Il ruolo del corpo e dell’ambiente

Uno degli elementi centrali del pensiero di Noe è il superamento del cosiddetto “cervellocentrismo”. La mente non coincide con l’attività neuronale isolata, ma dipende dall’intero sistema organismo – ambiente.

Questo implica almeno tre dimensioni fondamentali:

  • il corpo, come struttura che rende possibile l’azione
  • l’ambiente, come spazio di significato e interazione
  • le competenze sensorimotorie, che collegano percezione e movimento

La coscienza emerge quindi da una rete di relazioni, non da un singolo organo. Questa prospettiva si avvicina ad altri approcci contemporanei, come la mente estesa e le teorie dell’embodiment.

Coscienza e mondo : una relazione dinamica

Nel modello di Noe, vedere un oggetto non significa possedere una sua immagine mentale completa, ma avere accesso a esso attraverso possibilità di azione.

Ad esempio, un oggetto percepito non è mai dato in modo totale, ma è sempre implicito nelle sue potenzialità: ciò che può essere visto, toccato, esplorato. La percezione è quindi una forma di conoscenza pratica. Ciò porta a una conseguenza importante: la coscienza non è una “cosa” interna, ma un’attività. È qualcosa che si fa, non qualcosa che si possiede.

Implicazioni per le neuroscienze e l’intelligenza artificiale

La teoria di Noe solleva questioni rilevanti anche per le neuroscienze e per lo sviluppo dell’intelligenza artificiale.

Se la coscienza dipende dall’interazione con il mondo, allora non può essere ridotta a un insieme di processi computazionali isolati. Questo mette in discussione alcune visioni fortemente riduzioniste dell’AI, secondo cui la mente potrebbe essere replicata semplicemente simulando il cervello.

Allo stesso tempo, apre nuove prospettive per lo studio dei sistemi cognitivi incarnati e delle forme di intelligenza distribuita.

Tra filosofia e scienza : oltre il riduzionismo

Il contributo di Alva Noe si colloca al confine tra filosofia e scienze cognitive, proponendo un dialogo critico con entrambe. Mette in discussione l’idea che la coscienza possa essere completamente spiegata in termini neurali. Dall’altro, invita a ripensare il rapporto tra mente, corpo e realtà.

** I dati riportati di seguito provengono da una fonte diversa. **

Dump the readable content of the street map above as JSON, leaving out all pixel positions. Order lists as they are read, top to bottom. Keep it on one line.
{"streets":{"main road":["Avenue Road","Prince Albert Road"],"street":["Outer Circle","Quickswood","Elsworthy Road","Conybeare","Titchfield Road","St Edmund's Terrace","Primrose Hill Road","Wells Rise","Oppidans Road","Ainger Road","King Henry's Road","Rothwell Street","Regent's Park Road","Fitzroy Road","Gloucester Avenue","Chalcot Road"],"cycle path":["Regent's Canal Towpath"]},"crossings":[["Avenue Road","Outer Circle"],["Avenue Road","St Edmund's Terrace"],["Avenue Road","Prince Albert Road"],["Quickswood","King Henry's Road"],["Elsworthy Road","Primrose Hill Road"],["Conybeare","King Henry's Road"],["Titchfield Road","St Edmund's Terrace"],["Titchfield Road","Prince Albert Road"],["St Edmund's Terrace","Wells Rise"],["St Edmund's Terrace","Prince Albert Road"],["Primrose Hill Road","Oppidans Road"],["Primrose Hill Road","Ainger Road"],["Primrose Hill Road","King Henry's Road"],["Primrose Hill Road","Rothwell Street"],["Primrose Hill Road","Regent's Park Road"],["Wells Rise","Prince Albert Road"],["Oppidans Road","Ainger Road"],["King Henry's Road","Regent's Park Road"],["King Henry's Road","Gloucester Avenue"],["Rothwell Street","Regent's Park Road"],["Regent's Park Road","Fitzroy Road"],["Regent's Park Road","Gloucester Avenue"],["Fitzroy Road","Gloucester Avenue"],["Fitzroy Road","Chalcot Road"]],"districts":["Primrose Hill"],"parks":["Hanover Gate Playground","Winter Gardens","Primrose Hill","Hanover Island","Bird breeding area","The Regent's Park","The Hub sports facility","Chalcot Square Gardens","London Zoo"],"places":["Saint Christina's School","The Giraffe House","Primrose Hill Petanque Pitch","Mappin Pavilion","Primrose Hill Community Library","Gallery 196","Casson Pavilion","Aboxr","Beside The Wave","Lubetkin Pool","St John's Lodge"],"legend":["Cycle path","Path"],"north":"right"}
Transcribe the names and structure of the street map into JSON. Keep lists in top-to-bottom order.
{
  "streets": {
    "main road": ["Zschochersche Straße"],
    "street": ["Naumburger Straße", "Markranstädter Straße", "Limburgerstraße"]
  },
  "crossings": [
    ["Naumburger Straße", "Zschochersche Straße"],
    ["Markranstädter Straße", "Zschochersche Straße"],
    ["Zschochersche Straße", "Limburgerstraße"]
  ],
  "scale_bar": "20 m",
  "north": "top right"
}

Questa prospettiva si inserisce in un dibattito più ampio sui limiti del riduzionismo scientifico e sulla necessità di approcci integrati, capaci di tenere insieme dimensione biologica, esperienziale e relazionale.

“Percepire è agire” non è solo uno slogan teorico, ma una proposta filosofica che ridefinisce il modo di intendere la coscienza. Nel pensiero di Alva Noe, la mente non è chiusa nel cervello, ma si apre al mondo, emergendo dall’interazione tra organismo, ambiente e azione.

Una visione che invita a ripensare non solo le neuroscienze, ma anche il significato stesso dell’esperienza umana, tra conoscenza, relazione e ricerca di senso.